The only thing that bothers me anymore is the way she looks at the gore tooth strung between the four stars and my mother’s jade around my neck. I had to hide it away in my pocket. Every time her eyes touched my neck, it felt like she wanted to take a bite out of me.

Sole gave me her medic pack, full of food, water purifiers, medicine, a hammock. A padded jacket with rough fur lining the hood. A huge brown blotch stains the left side, but I don’t care to ask where it came from. The hours left to wait seem to be stretching out as I pace, hundreds of times longer than they should be. If only I had someone to play weiqi with.

The book could be good company for the last hours I have to wait, but I’m still not sure I can bring myself to open it.

I reorganize my things in the borrowed pack one last time before settling down on the bed to look at the peaceful sleep of the princess on the book’s cover. The long hours of silence have been painful. Thinking hurts too much. About being cured, about my mother and why she really left. There are so many pieces still missing, but for the first time, the raw edges of hurt where she lives in my chest aren’t nauseating pains of betrayal. It’s just a sad story that I don’t know the ending to yet. What if, just like Howl said, Sleeping Beauty really does wake up? What if she isn’t really the villain after all? And if she isn’t, who is?

It hurts. Every thought of her still leaves me feeling broken and alone. But now I can ask her myself. I can have the truth from her lips.

I check for the syringe that Howl pressed into my hand before we parted. It’s the same syringe I remember seeing in Dr. Yang’s office, mounted on a plaque like some great award. Howl told me that Dr. Yang was a member of the research team my mother headed, studying the effects of SS. But he discovered this instead: Suspended Sleep. Similar to the first stages of SS, induced by a simple injection, but controllable. This syringe is full of the only thing that can wake the subject up.
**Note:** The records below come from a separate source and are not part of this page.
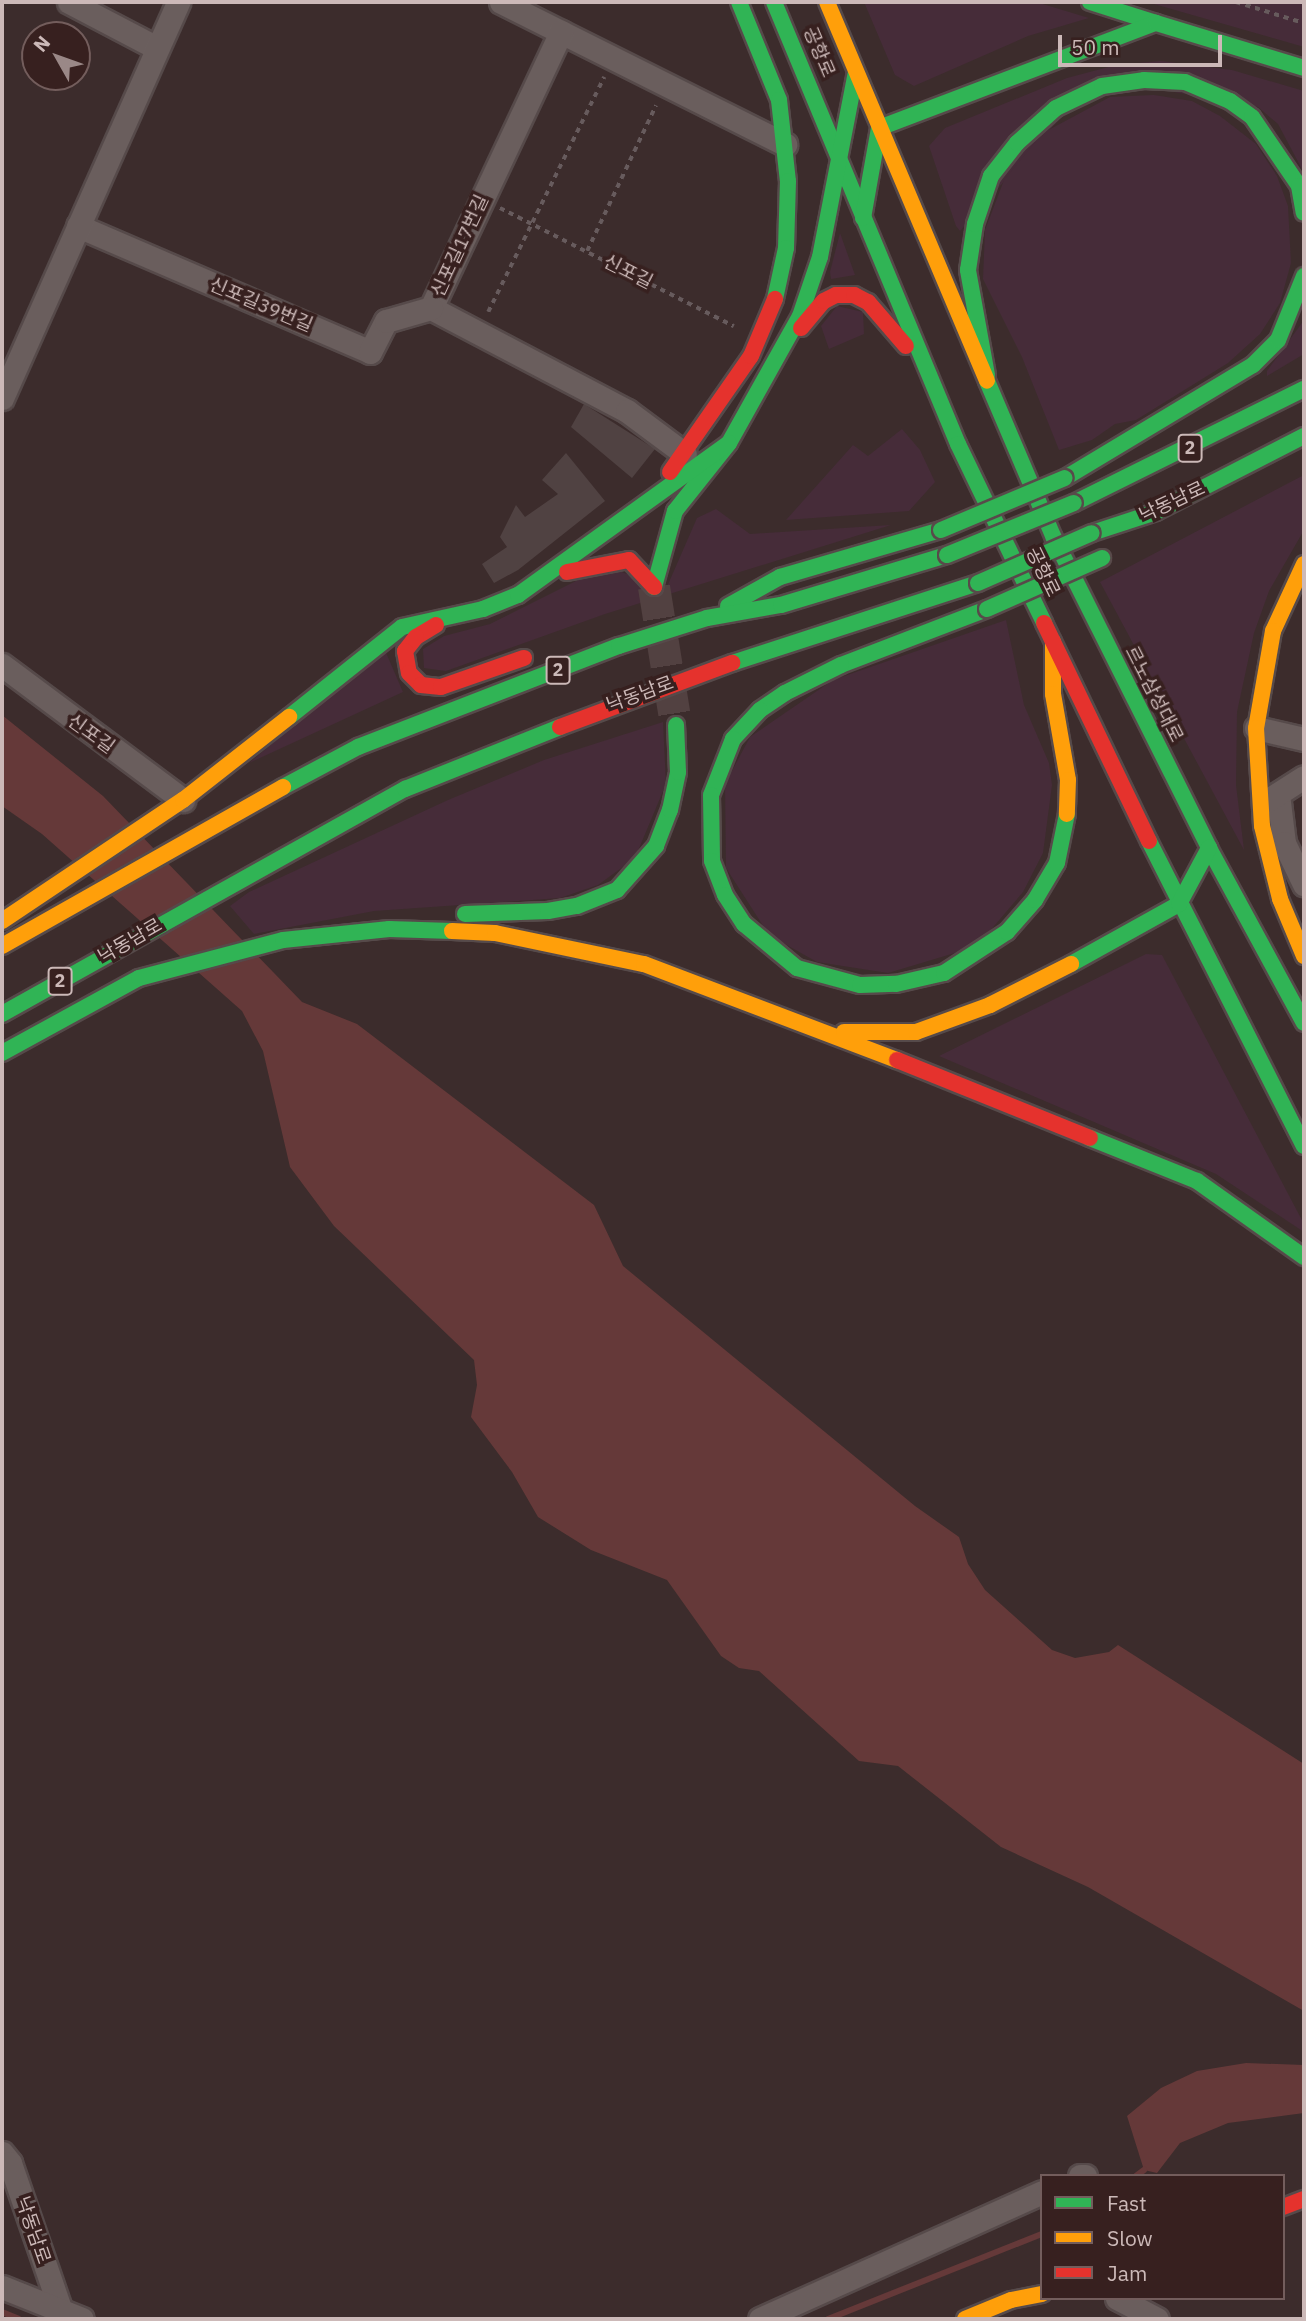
<!DOCTYPE html>
<meta charset="utf-8">
<style>
body{margin:0}
#map{position:relative;width:1306px;height:2321px;overflow:hidden;background:#3c2c2c;font-family:"IBM Plex Sans","Noto Sans KR",sans-serif}
div>[style]{position:absolute}
[style*='--x']{left:calc(var(--x)*1px);top:calc(var(--y)*1px);width:calc(var(--w)*1px);rotate:calc(var(--a)*1deg)}
.green>*{inset:0;background:#462c39}
.water>*{inset:0;background:#653939}
.stream>*{height:6px;margin:-3px;padding:0 3px;transform-origin:3px;border-radius:3px;background:#653939}
.building>*{inset:0;background:#504242}
.secondary-tunnel>*{height:32px;margin-top:-16px;transform-origin:0;background:repeating-linear-gradient(90deg,#524141 0 32px,transparent 0 48px)}
.path>*{height:3.5px;margin-top:-1.75px;transform-origin:0;background:repeating-linear-gradient(90deg,#675b5d 0 5px,transparent 0 10px)}
.roads{filter:drop-shadow(2px 0 #564a4a) drop-shadow(-2px 0 #564a4a) drop-shadow(0 2px #564a4a) drop-shadow(0 -2px #564a4a)}
.street>*{height:23px;margin:-11.5px;padding:0 11.5px;transform-origin:11.5px;border-radius:11.5px;background:#6a5e5d}
.fast>*{height:16px;margin:-8px;padding:0 8px;transform-origin:8px;border-radius:8px;background:#30b455}
.slow>*{height:16px;margin:-8px;padding:0 8px;transform-origin:8px;border-radius:8px;background:#ff9f0a}
.jam>*{height:16px;margin:-8px;padding:0 8px;transform-origin:8px;border-radius:8px;background:#e5322d}
.bridges{filter:drop-shadow(2px 0 #584a4a) drop-shadow(-2px 0 #584a4a) drop-shadow(0 2px #584a4a) drop-shadow(0 -2px #584a4a)}
.fast-bridge>*{height:16px;margin:-8px;padding:0 8px;transform-origin:8px;border-radius:8px;background:#30b455}
span{translate:-50% -50%;white-space:nowrap;text-align:center;line-height:1.15;-webkit-text-stroke:7px #37201f;paint-order:stroke}
.shield-label span{padding:2px 5px;background:#37201f;border:2px solid;border-radius:5px;-webkit-text-stroke-width:0}
.shield-label{font-size:18px;color:#ccb9b8;font-weight:700}
.street-label{font-size:19px;color:#ccb9b8}
.frame{position:absolute;inset:0;border:4px solid #ccb9b8;pointer-events:none}
.legend{position:absolute;left:1040px;top:2174px;width:245px;height:126px;box-sizing:border-box;background:#37201f;border:2px solid #735d5c;margin:0;padding:9px 12px;list-style:none;font-size:21px;color:#ccb9b8}
.legend li{display:flex;align-items:center;gap:14px;height:35px}
.legend b{width:35px;border:2px solid #735d5c}
.north{position:absolute;left:21px;top:21px;width:70px;height:70px;box-sizing:border-box;background:#37201f;border:2px solid #735d5c;border-radius:50%;rotate:310deg;font-size:19px;font-weight:700;line-height:28px;text-align:center;color:#ccb9b8}
.north::after{content:'';display:block;margin:auto;width:24px;height:32px;background:#9a8887;clip-path:polygon(50% 0,100% 100%,50% 72%,0 100%)}
.scale{position:absolute;left:1058px;top:35px;width:164px;height:32px;box-sizing:border-box;border:4px solid #ccb9b8;border-top:0;padding-left:9px;font-size:21px;line-height:24px;white-space:nowrap;color:#ccb9b8;-webkit-text-stroke:5px #37201f;paint-order:stroke}
</style>
<div id="map">
<div class="green">
<div style="clip-path:polygon(864px 2px,1036px 2px,1089px 18px,1028px 36px,914px 86px,895px 75px)"></div>
<div style="clip-path:polygon(1147px 2px,1304px 2px,1304px 47px,1280px 40px)"></div>
<div style="clip-path:polygon(1161px 61px,1232px 70px,1304px 91px,1304px 173px,1278px 124px,1258px 107px,1096px 78px,960px 231px,956px 226px,929px 146px,945px 128px,1067px 78px,1116px 65px)"></div>
<div style="clip-path:polygon(1154px 95px,1192px 101px,1220px 116px,1256px 144px,1277px 176px,1288px 206px,1291px 263px,1280px 303px,1260px 334px,1228px 363px,1136px 420px,1115px 424px,1092px 440px,1059px 450px,1022px 357px,983px 279px,985px 230px,1004px 180px,1043px 133px,1110px 97px)"></div>
<div style="clip-path:polygon(840px 233px,855px 275px,831px 279px,830px 272px)"></div>
<div style="clip-path:polygon(837px 306px,863px 312px,864px 334px,829px 349px,821px 326px)"></div>
<div style="clip-path:polygon(1304px 320px,1304px 354px,1267px 376px,1267px 371px)"></div>
<div style="clip-path:polygon(902px 429px,920px 450px,935px 482px,909px 511px,786px 520px,853px 445px,868px 456px)"></div>
<div style="clip-path:polygon(1304px 475px,1304px 530px,1269px 591px,1254px 633px,1237px 712px,1236px 785px,1244px 850px,1100px 582px)"></div>
<div style="clip-path:polygon(716px 509px,750px 534px,891px 525px,605px 614px,446px 671px,424px 668px,423px 649px,444px 636px,490px 624px,606px 566px,666px 589px,697px 518px)"></div>
<div style="clip-path:polygon(1006px 620px,1024px 705px,1049px 763px,1052px 785px,1043px 853px,1023px 892px,989px 932px,958px 952px,888px 973px,817px 962px,769px 935px,726px 868px,725px 784px,750px 737px,833px 680px)"></div>
<div style="clip-path:polygon(384px 648px,403px 692px,249px 763px)"></div>
<div style="clip-path:polygon(663px 722px,666px 784px,635px 858px,598px 885px,560px 898px,374px 911px,254px 934px,230px 906px,249px 892px,448px 800px,544px 760px)"></div>
<div style="clip-path:polygon(1146px 954px,1162px 955px,1304px 1224px,1304px 1232px,1216px 1174px,939px 1056px)"></div>
</div>
<div class="water">
<div style="clip-path:polygon(2px 715px,103px 796px,302px 1002px,357px 1024px,594px 1205px,623px 1266px,915px 1506px,959px 1537px,968px 1564px,985px 1590px,1052px 1650px,1075px 1658px,1109px 1652px,1118px 1645px,1304px 1764px,1304px 2011px,1088px 1887px,1001px 1847px,898px 1766px,859px 1761px,759px 1671px,739px 1668px,721px 1656px,667px 1580px,591px 1550px,538px 1517px,512px 1472px,471px 1417px,477px 1385px,474px 1360px,334px 1226px,290px 1167px,263px 1051px,242px 1011px,42px 834px,2px 806px)"></div>
<div style="clip-path:polygon(1246px 2063px,1304px 2065px,1304px 2113px,1228px 2123px,1180px 2143px,1157px 2173px,1144px 2170px,1127px 2116px,1161px 2088px,1197px 2071px)"></div>
</div>
<div class="stream">
<div style="--x:1136;--y:2176;--w:10;--a:-37"></div>
<div style="--x:2;--y:2312;--w:18;--a:22"></div>
<div style="--x:828;--y:2319;--w:230;--a:-21.7"></div>
</div>
<div class="building">
<div style="clip-path:polygon(584px 404px,655px 449px,632px 478px,571px 427px)"></div>
<div style="clip-path:polygon(566px 453px,605px 501px,518px 570px,494px 583px,482px 564px,507px 547px,500px 537px,516px 505px,525px 517px,558px 494px,542px 480px)"></div>
</div>
<div class="secondary-tunnel">
<div style="--x:654;--y:587;--w:140;--a:80.9"></div>
</div>
<div class="path">
<div style="--x:1236;--y:2;--w:71;--a:17.2"></div>
<div style="--x:500;--y:208;--w:262;--a:26.8"></div>
<div style="--x:587;--y:251;--w:161;--a:-64.7"></div>
<div style="--x:488;--y:312;--w:262;--a:-63.7"></div>
</div>
<div class="roads">
<div class="street">
<div style="--x:69;--y:2;--w:99;--a:27.6"></div>
<div style="--x:501;--y:2;--w:318;--a:26.6"></div>
<div style="--x:561;--y:32;--w:305;--a:115.2"></div>
<div style="--x:431;--y:308;--w:221;--a:27.7"></div>
<div style="--x:627;--y:411;--w:72;--a:36.6"></div>
<div style="--x:78;--y:226;--w:318;--a:23.3"></div>
<div style="--x:370;--y:352;--w:35;--a:-63"></div>
<div style="--x:386;--y:321;--w:47;--a:-16.1"></div>
<div style="--x:2;--y:398;--w:433;--a:-66"></div>
<div style="--x:2;--y:665;--w:226;--a:36.7"></div>
<div style="--x:1256;--y:728;--w:49;--a:12.9"></div>
<div style="--x:1278;--y:794;--w:49;--a:83"></div>
<div style="--x:1284;--y:843;--w:46;--a:64"></div>
<div style="--x:1265;--y:802;--w:46;--a:-32.7"></div>
<div style="--x:2;--y:2153;--w:13;--a:51"></div>
<div style="--x:10;--y:2163;--w:157;--a:71"></div>
<div style="--x:1080;--y:2176;--w:5;--a:0"></div>
<div style="--x:2;--y:2287;--w:86;--a:21.8"></div>
<div style="--x:1117;--y:2298;--w:45;--a:27.7"></div>
<div style="--x:760;--y:2319;--w:309;--a:-24.2"></div>
</div>
<div class="fast">
<div style="--x:739;--y:2;--w:106;--a:67.8"></div>
<div style="--x:779;--y:100;--w:81;--a:83.7"></div>
<div style="--x:788;--y:181;--w:67;--a:91.7"></div>
<div style="--x:786;--y:248;--w:52;--a:102.2"></div>
<div style="--x:774;--y:2;--w:479;--a:67.4"></div>
<div style="--x:958;--y:444;--w:199;--a:64.3"></div>
<div style="--x:1090;--y:2;--w:69;--a:17.7"></div>
<div style="--x:863;--y:218;--w:91;--a:-79.9"></div>
<div style="--x:879;--y:128;--w:296;--a:-20.8"></div>
<div style="--x:1156;--y:23;--w:155;--a:16.9"></div>
<div style="--x:987;--y:375;--w:107;--a:-100.3"></div>
<div style="--x:968;--y:270;--w:47;--a:-81.3"></div>
<div style="--x:975;--y:224;--w:51;--a:-71.6"></div>
<div style="--x:991;--y:176;--w:42;--a:-51.8"></div>
<div style="--x:1017;--y:143;--w:52;--a:-41.9"></div>
<div style="--x:1056;--y:108;--w:51;--a:-25.6"></div>
<div style="--x:1102;--y:86;--w:42;--a:-8.1"></div>
<div style="--x:1144;--y:80;--w:41;--a:2.8"></div>
<div style="--x:1185;--y:82;--w:49;--a:22.9"></div>
<div style="--x:1230;--y:101;--w:27;--a:36"></div>
<div style="--x:1252;--y:117;--w:83;--a:55.7"></div>
<div style="--x:1299;--y:186;--w:27;--a:80"></div>
<div style="--x:987;--y:381;--w:171;--a:66.9"></div>
<div style="--x:1054;--y:538;--w:347;--a:63.4"></div>
<div style="--x:1209;--y:848;--w:199;--a:61.5"></div>
<div style="--x:1065;--y:478;--w:219;--a:-31"></div>
<div style="--x:1253;--y:365;--w:35;--a:-45"></div>
<div style="--x:1278;--y:340;--w:69;--a:-67.9"></div>
<div style="--x:1074;--y:503;--w:257;--a:-26.4"></div>
<div style="--x:1092;--y:533;--w:67;--a:-18.2"></div>
<div style="--x:1156;--y:512;--w:166;--a:-27.2"></div>
<div style="--x:654;--y:587;--w:79;--a:-74.6"></div>
<div style="--x:675;--y:511;--w:87;--a:-51.5"></div>
<div style="--x:729;--y:443;--w:145;--a:-60.8"></div>
<div style="--x:800;--y:316;--w:62;--a:-71.3"></div>
<div style="--x:820;--y:257;--w:188;--a:-79"></div>
<div style="--x:728;--y:606;--w:60;--a:-29.1"></div>
<div style="--x:780;--y:577;--w:168;--a:-16.3"></div>
<div style="--x:987;--y:609;--w:156;--a:159"></div>
<div style="--x:841;--y:665;--w:63;--a:153.4"></div>
<div style="--x:785;--y:693;--w:30;--a:146"></div>
<div style="--x:760;--y:710;--w:40;--a:133"></div>
<div style="--x:733;--y:739;--w:60;--a:111.4"></div>
<div style="--x:711;--y:795;--w:66;--a:89.1"></div>
<div style="--x:712;--y:861;--w:36;--a:69"></div>
<div style="--x:725;--y:895;--w:35;--a:57"></div>
<div style="--x:744;--y:924;--w:69;--a:39.7"></div>
<div style="--x:797;--y:968;--w:65;--a:15.1"></div>
<div style="--x:860;--y:985;--w:36;--a:-2"></div>
<div style="--x:896;--y:984;--w:49;--a:-12.9"></div>
<div style="--x:944;--y:973;--w:75;--a:-33.1"></div>
<div style="--x:1007;--y:932;--w:43;--a:-48.8"></div>
<div style="--x:1035;--y:900;--w:43;--a:-59.3"></div>
<div style="--x:1057;--y:863;--w:50;--a:-78.5"></div>
<div style="--x:732;--y:663;--w:259;--a:-18"></div>
<div style="--x:289;--y:717;--w:144;--a:-38.5"></div>
<div style="--x:402;--y:627;--w:83;--a:-12.5"></div>
<div style="--x:483;--y:609;--w:38;--a:-22"></div>
<div style="--x:518;--y:595;--w:260;--a:-35.8"></div>
<div style="--x:283;--y:787;--w:85;--a:-28.1"></div>
<div style="--x:358;--y:747;--w:280;--a:-21.2"></div>
<div style="--x:619;--y:646;--w:92;--a:-17.7"></div>
<div style="--x:707;--y:618;--w:75;--a:-10"></div>
<div style="--x:781;--y:605;--w:173;--a:-16.8"></div>
<div style="--x:1149;--y:841;--w:342;--a:63.1"></div>
<div style="--x:465;--y:914;--w:83;--a:-2.1"></div>
<div style="--x:548;--y:911;--w:29;--a:-10"></div>
<div style="--x:577;--y:906;--w:43;--a:-21.8"></div>
<div style="--x:617;--y:890;--w:59;--a:-48.4"></div>
<div style="--x:656;--y:846;--w:39;--a:-69"></div>
<div style="--x:670;--y:810;--w:39;--a:-78"></div>
<div style="--x:678;--y:772;--w:47;--a:-92.4"></div>
<div style="--x:1071;--y:964;--w:124;--a:-29.1"></div>
<div style="--x:1179;--y:904;--w:64;--a:-61.8"></div>
<div style="--x:2;--y:1014;--w:462;--a:-29.2"></div>
<div style="--x:405;--y:789;--w:167;--a:-21.8"></div>
<div style="--x:2;--y:1053;--w:156;--a:-28.7"></div>
<div style="--x:139;--y:978;--w:149;--a:-14.8"></div>
<div style="--x:283;--y:940;--w:107;--a:-5.9"></div>
<div style="--x:389;--y:929;--w:63;--a:1.8"></div>
<div style="--x:1090;--y:1138;--w:115;--a:21.9"></div>
<div style="--x:1197;--y:1181;--w:131;--a:35.4"></div>
</div>
<div class="slow">
<div style="--x:827;--y:2;--w:411;--a:67.1"></div>
<div style="--x:1304;--y:564;--w:74;--a:114.8"></div>
<div style="--x:1273;--y:631;--w:98;--a:99.9"></div>
<div style="--x:1256;--y:728;--w:98;--a:86.5"></div>
<div style="--x:1262;--y:826;--w:75;--a:76.1"></div>
<div style="--x:1280;--y:899;--w:62;--a:67.2"></div>
<div style="--x:1053;--y:642;--w:52;--a:90"></div>
<div style="--x:1053;--y:694;--w:87;--a:80.1"></div>
<div style="--x:1068;--y:780;--w:34;--a:92"></div>
<div style="--x:2;--y:921;--w:218;--a:-33.8"></div>
<div style="--x:183;--y:800;--w:135;--a:-38.1"></div>
<div style="--x:452;--y:931;--w:43;--a:2.7"></div>
<div style="--x:495;--y:933;--w:152;--a:11.8"></div>
<div style="--x:644;--y:964;--w:271;--a:20.8"></div>
<div style="--x:2;--y:946;--w:323;--a:-29.5"></div>
<div style="--x:844;--y:1032;--w:72;--a:0"></div>
<div style="--x:916;--y:1032;--w:79;--a:-20"></div>
<div style="--x:990;--y:1005;--w:91;--a:-26.8"></div>
<div style="--x:965;--y:2319;--w:50;--a:-22.4"></div>
<div style="--x:1011;--y:2300;--w:32;--a:-11"></div>
</div>
<div class="jam">
<div style="--x:801;--y:328;--w:35;--a:-50"></div>
<div style="--x:824;--y:301;--w:13;--a:-27"></div>
<div style="--x:836;--y:295;--w:18;--a:0"></div>
<div style="--x:854;--y:295;--w:16;--a:27"></div>
<div style="--x:868;--y:302;--w:58;--a:49.2"></div>
<div style="--x:670;--y:472;--w:141;--a:-55.1"></div>
<div style="--x:751;--y:356;--w:62;--a:-67.2"></div>
<div style="--x:567;--y:572;--w:63;--a:-11"></div>
<div style="--x:629;--y:560;--w:37;--a:47"></div>
<div style="--x:1044;--y:623;--w:242;--a:64.3"></div>
<div style="--x:436;--y:625;--w:23;--a:149"></div>
<div style="--x:416;--y:637;--w:18;--a:128"></div>
<div style="--x:405;--y:651;--w:22;--a:80"></div>
<div style="--x:409;--y:673;--w:17;--a:45"></div>
<div style="--x:421;--y:685;--w:20;--a:6"></div>
<div style="--x:441;--y:687;--w:88;--a:-19.3"></div>
<div style="--x:560;--y:727;--w:184;--a:-20.4"></div>
<div style="--x:897;--y:1060;--w:208;--a:22"></div>
<div style="--x:1283;--y:2207;--w:22;--a:-21"></div>
</div>
</div>
<div class="bridges">
<div class="fast-bridge">
<div style="--x:941;--y:530;--w:134;--a:-22.8"></div>
<div style="--x:947;--y:555;--w:137;--a:-22.3"></div>
<div style="--x:978;--y:583;--w:124;--a:-23.7"></div>
<div style="--x:987;--y:609;--w:126;--a:-23.9"></div>
</div>
</div>
<div class="shield-label">
<span style="left:1190px;top:448px">2</span>
<span style="left:558px;top:670px">2</span>
<span style="left:60px;top:981px">2</span>
</div>
<div class="street-label">
<span style="left:819px;top:52px;rotate:67deg">공항로</span>
<span style="left:460px;top:246px;rotate:-65deg">신포길17번길</span>
<span style="left:628px;top:272px;rotate:27deg">신포길</span>
<span style="left:261px;top:305px;rotate:23deg">신포길39번길</span>
<span style="left:1172px;top:502px;rotate:-25deg">낙동남로</span>
<span style="left:1043px;top:572px;rotate:64deg">공항로</span>
<span style="left:640px;top:694px;rotate:-20deg">낙동남로</span>
<span style="left:1154px;top:694px;rotate:63deg">르노삼성대로</span>
<span style="left:91px;top:734px;rotate:36deg">신포길</span>
<span style="left:130px;top:941px;rotate:-30deg">낙동남로</span>
<span style="left:33px;top:2230px;rotate:71deg">낙동남로</span>
</div>
<div class="frame"></div>
<ul class="legend">
<li><b style="height:9px;background:#30b455"></b>Fast</li>
<li><b style="height:9px;background:#ff9f0a"></b>Slow</li>
<li><b style="height:9px;background:#e5322d"></b>Jam</li>
</ul>
<div class="north">N</div>
<div class="scale">50 m</div>
</div>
He gave up everything, his First status, his family, to follow Mother here, thinking that his breakthrough might be a step toward the cure. Instead, the First Circle used his discovery to put mother to Sleep.

Maybe he regrets it now. Making the poison that closed her eyes forever.

Breaking out tonight is still the best plan we can come up with. With most people inside celebrating Establishment, there won’t be as many patrols or guards out. Howl will put in an appearance at the festivities tonight so no one will go looking for him until morning.

I put the book down, not sure I can handle the hope that a happy ending would open up inside of me. Stories are just stories, however much we want to believe them.

Sole’s room is small, a bed and a desk packed into the tiny room. Piles of paperwork black with spidery handwriting spill over the scarred wooden surface of the desk, a few loose leafs on the floor and under the chair. I turn one over and it’s an inky monster, black teeth bared in a snarl. Next to the beast, a little girl cowers, hiding her head under her arms.

Pushing the sketch away from me, I notice a drawer that is cracked open, a set of eyes staring out from the gap. I pull the drawer open and four people look up at me from the blacks and grays of a framed watercolor. A family of four, mischievous grins matching across all of their faces. The mother has Sole’s clear blue eyes, the color scratched in long after the original paint dried, her hand intertwined with that of the man standing next to her. The young man seated in front of them looks a little too straight-backed for the grin on his face, probably elbowing the younger girl sitting next to him. She would be just like Sole except for the unmistakable joy in her face.

I don’t notice another person in the room until a hand comes down across their faces, grabbing the portrait away from me. Sole holds the picture to her chest, eyebrows drawn low. “What do you think you are doing?”